We don’t have fans like this in Philly…..
Paul Aufiero (Patton Oswalt), a hardcore New York Giants football fan, struggles to deal with the consequences when he is beaten up by his favorite player.
What’s pretty surprising about this film right from the get-go, is that this isn’t your ordinary sports film. You know, the big sports epics that are based on true under-dog stories with inspirational themes pouring out of its screenplay. Nope, this is not one of those movies and that’s what probably works most in its advantage.
This is the directorial debut of writer Robert D. Siegel and proves that he can find a great balance between humor and some very dark drama. The one thing that Siegel does here is act as if this film is going to be one lovable loser pic about how this one dude loves his sports team so much that he just can’t hold his excitement, and that there will be laughs a plenty here. In reality though, this film gets very, very dark at points and you honestly have no idea what Siegel is going to pull out next. You never know what these characters will do next because you never know where their heads are at and it honestly seems like this guy could take these characters anywhere. Some of this stuff is funny because it perfectly captures what it’s like to be a die-hard sports fan but then it is also very depressing for that same fact too because we realize just how lonely some of these people can actually be underneath all of the know-it-all stats from last week’s game.
The problem with a lot of this is that I feel like the film takes a huge nose-dive into some pretty grim material that it’s almost too much of a switcheroo from early before. The film doesn’t have the lightest tone you would expect in the beginning, but by about the last act it gets pretty damn dark to where you think that there is going to be some straight-up murders going on around here. Then again, don’t want to give too much away but I just want to say that it may turn off plenty of viewers where this film does try to go with itself.
Patton Oswalt shocked the hell out of me with his perfect performance in Young Adult and his performance here as Paul is pretty much the same thing around, except a little less of the comedy aspect.
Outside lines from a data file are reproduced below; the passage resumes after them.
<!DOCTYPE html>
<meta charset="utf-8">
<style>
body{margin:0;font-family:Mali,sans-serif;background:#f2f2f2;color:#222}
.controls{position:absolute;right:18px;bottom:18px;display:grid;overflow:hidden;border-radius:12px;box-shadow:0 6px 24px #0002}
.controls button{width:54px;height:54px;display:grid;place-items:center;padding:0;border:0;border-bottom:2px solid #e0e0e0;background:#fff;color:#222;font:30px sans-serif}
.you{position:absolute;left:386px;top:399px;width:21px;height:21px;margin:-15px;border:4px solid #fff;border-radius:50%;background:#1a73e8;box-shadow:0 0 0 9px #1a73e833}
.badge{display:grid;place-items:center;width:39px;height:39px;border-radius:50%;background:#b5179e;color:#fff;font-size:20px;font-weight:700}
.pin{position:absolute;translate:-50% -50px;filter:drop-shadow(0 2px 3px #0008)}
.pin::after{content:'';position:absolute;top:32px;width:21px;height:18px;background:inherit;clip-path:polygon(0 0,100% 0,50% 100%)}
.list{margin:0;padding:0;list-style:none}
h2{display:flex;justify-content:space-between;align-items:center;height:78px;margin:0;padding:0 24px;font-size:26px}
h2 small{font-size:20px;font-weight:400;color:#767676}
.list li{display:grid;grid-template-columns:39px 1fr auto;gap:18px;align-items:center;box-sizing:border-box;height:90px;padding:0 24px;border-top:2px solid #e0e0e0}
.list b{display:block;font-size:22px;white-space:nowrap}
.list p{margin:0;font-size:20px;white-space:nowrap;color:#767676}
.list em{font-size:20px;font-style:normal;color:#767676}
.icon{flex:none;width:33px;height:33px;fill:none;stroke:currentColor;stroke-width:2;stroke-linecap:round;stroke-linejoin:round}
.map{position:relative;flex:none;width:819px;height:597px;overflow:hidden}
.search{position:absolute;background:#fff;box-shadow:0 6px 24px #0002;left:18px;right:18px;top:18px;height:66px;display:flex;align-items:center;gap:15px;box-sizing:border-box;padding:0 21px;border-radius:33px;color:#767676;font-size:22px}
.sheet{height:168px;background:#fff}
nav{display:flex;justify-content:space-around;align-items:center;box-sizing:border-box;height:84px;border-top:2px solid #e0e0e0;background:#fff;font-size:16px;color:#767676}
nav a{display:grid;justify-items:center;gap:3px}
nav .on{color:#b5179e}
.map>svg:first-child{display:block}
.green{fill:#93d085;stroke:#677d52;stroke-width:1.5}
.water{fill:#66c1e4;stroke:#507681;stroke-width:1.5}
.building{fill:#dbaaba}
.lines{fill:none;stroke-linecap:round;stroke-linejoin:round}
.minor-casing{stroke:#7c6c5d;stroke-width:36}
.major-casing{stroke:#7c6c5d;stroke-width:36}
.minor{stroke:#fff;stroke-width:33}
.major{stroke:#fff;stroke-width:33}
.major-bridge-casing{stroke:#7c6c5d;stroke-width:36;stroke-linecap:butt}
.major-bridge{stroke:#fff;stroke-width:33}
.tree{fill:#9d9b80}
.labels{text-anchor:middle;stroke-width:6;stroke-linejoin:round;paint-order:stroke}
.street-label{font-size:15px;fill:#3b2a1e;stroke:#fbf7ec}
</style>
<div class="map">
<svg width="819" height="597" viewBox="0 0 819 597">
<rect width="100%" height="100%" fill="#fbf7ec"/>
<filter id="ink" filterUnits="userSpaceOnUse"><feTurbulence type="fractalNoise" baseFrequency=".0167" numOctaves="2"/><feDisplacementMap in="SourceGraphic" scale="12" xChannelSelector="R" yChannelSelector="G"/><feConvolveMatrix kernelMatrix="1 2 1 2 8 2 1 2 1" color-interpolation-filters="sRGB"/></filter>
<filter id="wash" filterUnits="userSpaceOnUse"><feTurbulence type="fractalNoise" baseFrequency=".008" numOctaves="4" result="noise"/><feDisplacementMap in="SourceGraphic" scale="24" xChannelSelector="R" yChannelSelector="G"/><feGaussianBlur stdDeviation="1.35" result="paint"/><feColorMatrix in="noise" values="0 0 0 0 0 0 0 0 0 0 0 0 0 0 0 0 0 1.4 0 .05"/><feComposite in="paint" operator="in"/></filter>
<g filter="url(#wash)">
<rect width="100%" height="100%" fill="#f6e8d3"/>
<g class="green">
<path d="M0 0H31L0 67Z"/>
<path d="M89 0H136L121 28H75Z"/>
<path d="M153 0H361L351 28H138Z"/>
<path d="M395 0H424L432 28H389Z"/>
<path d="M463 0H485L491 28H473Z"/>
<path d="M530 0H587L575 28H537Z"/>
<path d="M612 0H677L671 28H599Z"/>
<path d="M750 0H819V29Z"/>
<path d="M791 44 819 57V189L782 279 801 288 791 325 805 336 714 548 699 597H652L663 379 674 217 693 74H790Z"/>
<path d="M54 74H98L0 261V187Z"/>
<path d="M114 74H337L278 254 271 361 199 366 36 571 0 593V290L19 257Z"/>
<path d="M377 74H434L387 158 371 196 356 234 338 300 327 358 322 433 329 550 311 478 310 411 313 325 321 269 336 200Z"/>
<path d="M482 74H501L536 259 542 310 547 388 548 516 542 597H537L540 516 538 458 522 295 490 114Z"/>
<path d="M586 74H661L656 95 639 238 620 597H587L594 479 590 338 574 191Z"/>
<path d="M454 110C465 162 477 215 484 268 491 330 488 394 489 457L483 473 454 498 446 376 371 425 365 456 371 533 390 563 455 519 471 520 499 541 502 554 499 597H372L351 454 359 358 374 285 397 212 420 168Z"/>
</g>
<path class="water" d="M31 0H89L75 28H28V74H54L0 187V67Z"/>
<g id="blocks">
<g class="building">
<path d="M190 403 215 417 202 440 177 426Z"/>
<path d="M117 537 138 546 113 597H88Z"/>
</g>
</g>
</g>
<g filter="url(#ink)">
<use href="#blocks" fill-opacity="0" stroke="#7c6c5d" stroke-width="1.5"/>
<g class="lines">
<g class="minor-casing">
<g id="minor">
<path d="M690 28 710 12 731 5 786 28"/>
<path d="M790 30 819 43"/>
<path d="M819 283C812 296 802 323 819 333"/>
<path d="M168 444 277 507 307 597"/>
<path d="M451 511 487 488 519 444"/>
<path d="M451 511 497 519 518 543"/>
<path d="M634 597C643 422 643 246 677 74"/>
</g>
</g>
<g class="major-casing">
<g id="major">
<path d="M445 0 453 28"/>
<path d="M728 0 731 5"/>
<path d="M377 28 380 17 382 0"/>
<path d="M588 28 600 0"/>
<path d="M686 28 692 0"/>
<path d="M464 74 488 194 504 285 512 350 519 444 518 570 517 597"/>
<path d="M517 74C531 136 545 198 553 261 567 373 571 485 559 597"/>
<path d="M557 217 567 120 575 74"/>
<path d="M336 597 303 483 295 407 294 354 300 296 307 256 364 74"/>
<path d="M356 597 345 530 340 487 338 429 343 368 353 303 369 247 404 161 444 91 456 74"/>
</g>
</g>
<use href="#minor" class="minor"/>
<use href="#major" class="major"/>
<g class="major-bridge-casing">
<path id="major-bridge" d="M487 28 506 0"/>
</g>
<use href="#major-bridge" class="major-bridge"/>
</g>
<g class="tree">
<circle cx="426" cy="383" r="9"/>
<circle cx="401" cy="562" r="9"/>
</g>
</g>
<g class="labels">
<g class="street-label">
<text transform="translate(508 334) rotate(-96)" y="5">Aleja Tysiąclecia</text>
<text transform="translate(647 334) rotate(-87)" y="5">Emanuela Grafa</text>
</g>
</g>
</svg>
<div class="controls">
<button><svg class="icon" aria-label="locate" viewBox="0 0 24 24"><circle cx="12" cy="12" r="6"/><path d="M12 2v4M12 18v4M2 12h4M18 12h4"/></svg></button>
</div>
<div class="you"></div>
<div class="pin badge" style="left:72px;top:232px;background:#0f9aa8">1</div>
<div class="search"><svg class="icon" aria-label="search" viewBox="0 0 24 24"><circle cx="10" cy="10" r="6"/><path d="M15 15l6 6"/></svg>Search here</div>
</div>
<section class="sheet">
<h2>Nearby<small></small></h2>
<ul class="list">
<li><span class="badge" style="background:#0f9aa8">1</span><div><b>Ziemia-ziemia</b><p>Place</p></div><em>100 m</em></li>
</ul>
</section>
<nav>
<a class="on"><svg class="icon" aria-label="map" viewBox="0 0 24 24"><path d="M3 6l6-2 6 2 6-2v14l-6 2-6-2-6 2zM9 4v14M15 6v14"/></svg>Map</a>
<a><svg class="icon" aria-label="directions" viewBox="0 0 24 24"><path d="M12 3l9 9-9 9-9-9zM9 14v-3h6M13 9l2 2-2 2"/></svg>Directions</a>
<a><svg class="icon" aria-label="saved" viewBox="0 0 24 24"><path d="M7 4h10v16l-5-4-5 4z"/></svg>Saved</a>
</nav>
This guy is one funny guy, which he gets to show at some parts here, but for the rest of the flick, it’s all up to him to basically show what it’s really like to be a total loner that can’t miss a single game of his favorite team. You feel sorry for this dude Paul because you know he’s a genuinely nice dude, but he just gets stuck up at the wrong place, at the wrong time and Oswalt pulls it off pretty well. Yeah, he sort of reminds you a bit of a Travis Bickle-type by the end of the movie, but that gives you a lot more reason to care for him and root him on as he’s going through this crisis of his.
Even though Siegel really writes Paul as a very three-dimensional character, everybody else just seems like caricatures and this is what also sort of bothered me about the flick. I get that Paul’s family is supposed to be full of asshole and morons just to make him look good, but they really shoot low for these characters as if they were in some really crummy sitcom. A Certain character like Paul’s best friend, played by Kevin Corrigan has a certain dimension to him because we see him hang out with Paul and express how he feels about certain things, where half of these morons just do something completely stupid after another just to show Paul how to live. This came off to me as sloppy writing and I can give credit to Siegel for making an interesting plot go on longer and longer, but I have to say that his way of actually having us care for Paul was rather cheap considering how everyone else is so poorly written.
Consensus: Big Fan isn’t your regular sports flick that many are used to seeing, but it features a very darkly comedic feel with a great performance from Patton Oswalt. It gets a little too dark by the end but it’s also one that works by just being different and at least interesting.